[Stored data]
=== Section Start ===
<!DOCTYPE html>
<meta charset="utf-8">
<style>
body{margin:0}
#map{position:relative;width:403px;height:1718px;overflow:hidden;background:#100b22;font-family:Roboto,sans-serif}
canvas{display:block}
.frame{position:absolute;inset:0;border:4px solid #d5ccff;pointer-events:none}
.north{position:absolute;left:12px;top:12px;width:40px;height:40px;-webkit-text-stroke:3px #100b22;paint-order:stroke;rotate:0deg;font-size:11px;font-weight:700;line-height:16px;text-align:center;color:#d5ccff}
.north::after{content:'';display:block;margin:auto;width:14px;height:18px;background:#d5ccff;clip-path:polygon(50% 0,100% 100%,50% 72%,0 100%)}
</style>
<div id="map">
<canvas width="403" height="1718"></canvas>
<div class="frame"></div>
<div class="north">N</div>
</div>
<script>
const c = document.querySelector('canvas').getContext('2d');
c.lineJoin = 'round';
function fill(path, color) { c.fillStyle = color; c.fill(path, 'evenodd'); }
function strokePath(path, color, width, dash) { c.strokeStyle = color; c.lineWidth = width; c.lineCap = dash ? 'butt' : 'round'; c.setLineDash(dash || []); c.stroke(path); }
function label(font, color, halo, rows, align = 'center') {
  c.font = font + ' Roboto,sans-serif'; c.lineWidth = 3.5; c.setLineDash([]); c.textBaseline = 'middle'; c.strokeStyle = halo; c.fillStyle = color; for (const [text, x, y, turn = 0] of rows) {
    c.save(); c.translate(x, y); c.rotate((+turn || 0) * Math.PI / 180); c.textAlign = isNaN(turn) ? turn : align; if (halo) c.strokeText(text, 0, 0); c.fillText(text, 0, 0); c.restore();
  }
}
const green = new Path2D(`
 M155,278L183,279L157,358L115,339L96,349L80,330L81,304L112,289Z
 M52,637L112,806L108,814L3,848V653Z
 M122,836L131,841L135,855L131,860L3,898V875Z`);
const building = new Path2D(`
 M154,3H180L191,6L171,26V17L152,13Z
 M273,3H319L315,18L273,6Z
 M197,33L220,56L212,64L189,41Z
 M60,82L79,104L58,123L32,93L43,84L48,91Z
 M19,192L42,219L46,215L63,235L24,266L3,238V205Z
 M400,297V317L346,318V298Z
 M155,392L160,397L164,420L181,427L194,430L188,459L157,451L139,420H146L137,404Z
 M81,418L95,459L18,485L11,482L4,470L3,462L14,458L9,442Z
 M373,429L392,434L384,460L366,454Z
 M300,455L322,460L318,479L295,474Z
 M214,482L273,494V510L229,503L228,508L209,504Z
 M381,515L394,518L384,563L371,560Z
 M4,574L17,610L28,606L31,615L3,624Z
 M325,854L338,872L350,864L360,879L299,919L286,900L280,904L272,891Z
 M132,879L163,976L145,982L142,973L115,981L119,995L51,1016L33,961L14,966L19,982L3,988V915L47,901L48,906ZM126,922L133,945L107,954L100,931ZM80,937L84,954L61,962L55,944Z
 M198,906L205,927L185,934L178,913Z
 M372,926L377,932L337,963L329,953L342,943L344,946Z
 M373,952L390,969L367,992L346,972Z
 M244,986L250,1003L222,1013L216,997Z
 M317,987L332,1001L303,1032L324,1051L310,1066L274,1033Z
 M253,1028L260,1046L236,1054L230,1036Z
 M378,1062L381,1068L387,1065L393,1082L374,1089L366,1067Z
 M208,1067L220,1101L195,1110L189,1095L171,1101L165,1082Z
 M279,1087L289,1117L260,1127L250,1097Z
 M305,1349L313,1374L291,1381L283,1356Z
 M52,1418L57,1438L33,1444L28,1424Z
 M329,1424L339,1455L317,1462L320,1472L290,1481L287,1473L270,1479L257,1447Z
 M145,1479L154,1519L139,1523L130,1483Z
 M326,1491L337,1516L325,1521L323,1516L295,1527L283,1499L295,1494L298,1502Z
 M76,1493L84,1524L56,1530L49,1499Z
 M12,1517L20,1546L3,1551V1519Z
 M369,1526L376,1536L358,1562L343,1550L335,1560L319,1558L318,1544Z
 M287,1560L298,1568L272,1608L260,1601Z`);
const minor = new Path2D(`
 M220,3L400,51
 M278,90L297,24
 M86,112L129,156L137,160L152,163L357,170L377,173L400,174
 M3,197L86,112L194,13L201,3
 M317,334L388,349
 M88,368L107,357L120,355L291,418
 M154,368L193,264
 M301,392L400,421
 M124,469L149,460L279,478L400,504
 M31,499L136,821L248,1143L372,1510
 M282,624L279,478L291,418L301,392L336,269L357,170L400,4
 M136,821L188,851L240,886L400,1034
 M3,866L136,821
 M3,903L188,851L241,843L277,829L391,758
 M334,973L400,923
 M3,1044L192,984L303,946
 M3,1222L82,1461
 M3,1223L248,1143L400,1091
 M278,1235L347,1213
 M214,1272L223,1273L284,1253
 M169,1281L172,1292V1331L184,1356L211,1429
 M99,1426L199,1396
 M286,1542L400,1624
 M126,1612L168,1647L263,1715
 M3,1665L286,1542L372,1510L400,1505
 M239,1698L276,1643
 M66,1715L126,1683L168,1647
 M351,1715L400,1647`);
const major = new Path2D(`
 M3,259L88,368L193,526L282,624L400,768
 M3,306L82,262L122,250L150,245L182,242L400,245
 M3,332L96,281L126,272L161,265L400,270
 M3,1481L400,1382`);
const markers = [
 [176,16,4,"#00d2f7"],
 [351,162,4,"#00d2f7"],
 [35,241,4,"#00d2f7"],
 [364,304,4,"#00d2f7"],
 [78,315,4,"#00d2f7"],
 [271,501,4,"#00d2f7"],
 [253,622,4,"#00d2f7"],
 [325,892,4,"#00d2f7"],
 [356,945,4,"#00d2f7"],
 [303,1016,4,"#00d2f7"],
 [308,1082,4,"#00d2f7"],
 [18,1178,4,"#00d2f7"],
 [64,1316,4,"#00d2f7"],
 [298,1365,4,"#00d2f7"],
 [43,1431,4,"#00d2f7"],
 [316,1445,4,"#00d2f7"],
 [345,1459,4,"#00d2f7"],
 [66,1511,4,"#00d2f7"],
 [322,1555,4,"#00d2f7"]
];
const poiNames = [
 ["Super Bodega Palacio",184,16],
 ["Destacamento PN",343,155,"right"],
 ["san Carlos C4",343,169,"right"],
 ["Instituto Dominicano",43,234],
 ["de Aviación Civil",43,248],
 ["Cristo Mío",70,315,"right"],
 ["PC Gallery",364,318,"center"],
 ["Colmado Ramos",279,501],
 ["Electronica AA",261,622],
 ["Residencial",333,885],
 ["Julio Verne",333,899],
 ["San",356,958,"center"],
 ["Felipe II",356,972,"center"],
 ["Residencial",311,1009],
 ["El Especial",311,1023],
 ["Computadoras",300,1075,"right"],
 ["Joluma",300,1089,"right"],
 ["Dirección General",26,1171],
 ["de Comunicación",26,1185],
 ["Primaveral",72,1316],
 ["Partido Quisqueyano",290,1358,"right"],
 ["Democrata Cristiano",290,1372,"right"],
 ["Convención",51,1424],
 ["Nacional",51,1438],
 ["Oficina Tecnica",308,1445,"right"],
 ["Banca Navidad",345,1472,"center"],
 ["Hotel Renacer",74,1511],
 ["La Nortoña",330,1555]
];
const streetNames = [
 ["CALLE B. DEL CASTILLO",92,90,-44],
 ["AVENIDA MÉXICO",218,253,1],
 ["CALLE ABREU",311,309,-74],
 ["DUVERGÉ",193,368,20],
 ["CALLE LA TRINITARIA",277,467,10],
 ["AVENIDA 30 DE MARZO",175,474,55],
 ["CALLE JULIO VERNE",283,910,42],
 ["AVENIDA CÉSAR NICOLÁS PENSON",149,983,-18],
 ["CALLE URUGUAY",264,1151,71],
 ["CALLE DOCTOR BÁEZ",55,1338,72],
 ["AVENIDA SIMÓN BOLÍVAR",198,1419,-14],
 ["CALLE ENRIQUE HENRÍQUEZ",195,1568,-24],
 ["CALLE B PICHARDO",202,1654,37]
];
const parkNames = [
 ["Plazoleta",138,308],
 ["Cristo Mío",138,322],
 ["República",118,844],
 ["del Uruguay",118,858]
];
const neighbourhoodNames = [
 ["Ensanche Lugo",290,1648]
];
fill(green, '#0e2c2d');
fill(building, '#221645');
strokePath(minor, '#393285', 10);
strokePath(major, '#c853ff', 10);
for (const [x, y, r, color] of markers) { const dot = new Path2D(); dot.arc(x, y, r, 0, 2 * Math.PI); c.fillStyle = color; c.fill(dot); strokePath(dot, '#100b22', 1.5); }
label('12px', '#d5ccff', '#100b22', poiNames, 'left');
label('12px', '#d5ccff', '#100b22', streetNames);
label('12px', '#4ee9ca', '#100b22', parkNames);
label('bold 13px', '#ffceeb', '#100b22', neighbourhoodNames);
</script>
=== Section End ===
**BRIEF**
Find the string "setLineDash" in the records, then copy each line where it occurs.

**ANSWER**
function strokePath(path, color, width, dash) { c.strokeStyle = color; c.lineWidth = width; c.lineCap = dash ? 'butt' : 'round'; c.setLineDash(dash || []); c.stroke(path); }
  c.font = font + ' Roboto,sans-serif'; c.lineWidth = 3.5; c.setLineDash([]); c.textBaseline = 'middle'; c.strokeStyle = halo; c.fillStyle = color; for (const [text, x, y, turn = 0] of rows) {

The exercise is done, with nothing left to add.